## Exercise brief
Wherever a line in the data below holds "科慧大道", copy that line.

Start of Extracted entries

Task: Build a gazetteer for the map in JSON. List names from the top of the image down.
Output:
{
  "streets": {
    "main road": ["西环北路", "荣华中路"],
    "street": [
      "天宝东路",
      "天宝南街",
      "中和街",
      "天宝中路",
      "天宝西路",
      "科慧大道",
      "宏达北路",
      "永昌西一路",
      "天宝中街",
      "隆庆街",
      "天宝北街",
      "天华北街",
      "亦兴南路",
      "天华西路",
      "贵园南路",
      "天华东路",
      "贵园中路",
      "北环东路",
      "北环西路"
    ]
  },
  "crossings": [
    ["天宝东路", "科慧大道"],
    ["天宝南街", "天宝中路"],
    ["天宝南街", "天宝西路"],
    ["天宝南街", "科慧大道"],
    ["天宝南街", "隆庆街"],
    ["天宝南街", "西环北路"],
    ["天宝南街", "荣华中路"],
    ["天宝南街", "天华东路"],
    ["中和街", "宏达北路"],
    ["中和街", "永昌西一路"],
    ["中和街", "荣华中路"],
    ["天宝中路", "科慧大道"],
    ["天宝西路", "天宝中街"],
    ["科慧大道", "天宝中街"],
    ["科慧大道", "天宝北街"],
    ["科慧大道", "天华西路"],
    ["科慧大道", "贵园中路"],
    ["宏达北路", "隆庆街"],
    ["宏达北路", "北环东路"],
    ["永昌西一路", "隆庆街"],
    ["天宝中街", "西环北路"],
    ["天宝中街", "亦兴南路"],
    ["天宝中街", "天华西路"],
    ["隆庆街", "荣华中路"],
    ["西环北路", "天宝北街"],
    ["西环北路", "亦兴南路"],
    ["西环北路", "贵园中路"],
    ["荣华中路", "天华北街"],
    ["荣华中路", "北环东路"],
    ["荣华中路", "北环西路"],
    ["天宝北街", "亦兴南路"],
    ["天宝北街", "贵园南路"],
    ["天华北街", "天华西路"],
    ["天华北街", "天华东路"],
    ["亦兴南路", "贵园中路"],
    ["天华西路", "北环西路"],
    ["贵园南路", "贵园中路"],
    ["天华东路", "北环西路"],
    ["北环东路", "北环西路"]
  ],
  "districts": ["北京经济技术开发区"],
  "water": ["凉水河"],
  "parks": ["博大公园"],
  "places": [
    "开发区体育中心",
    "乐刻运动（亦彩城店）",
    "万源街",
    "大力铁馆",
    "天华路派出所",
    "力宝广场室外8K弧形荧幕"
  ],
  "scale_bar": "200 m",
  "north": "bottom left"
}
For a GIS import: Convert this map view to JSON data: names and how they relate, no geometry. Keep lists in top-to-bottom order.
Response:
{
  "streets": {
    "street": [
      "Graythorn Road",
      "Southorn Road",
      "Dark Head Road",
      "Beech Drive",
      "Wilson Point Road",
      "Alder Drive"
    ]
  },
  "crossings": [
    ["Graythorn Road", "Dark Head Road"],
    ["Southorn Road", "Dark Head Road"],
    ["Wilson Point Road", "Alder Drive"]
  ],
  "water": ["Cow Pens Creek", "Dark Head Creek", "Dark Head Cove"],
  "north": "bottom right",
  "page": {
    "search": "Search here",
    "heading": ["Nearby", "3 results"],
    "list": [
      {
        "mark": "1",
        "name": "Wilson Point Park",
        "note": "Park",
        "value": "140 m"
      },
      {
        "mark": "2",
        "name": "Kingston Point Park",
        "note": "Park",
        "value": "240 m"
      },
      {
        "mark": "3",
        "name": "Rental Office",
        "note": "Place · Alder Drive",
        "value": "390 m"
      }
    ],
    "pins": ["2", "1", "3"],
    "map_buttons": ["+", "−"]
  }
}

End of Extracted entries

## Solved problem
      "科慧大道",
    ["天宝东路", "科慧大道"],
    ["天宝南街", "科慧大道"],
    ["天宝中路", "科慧大道"],
    ["科慧大道", "天宝中街"],
    ["科慧大道", "天宝北街"],
    ["科慧大道", "天华西路"],
    ["科慧大道", "贵园中路"],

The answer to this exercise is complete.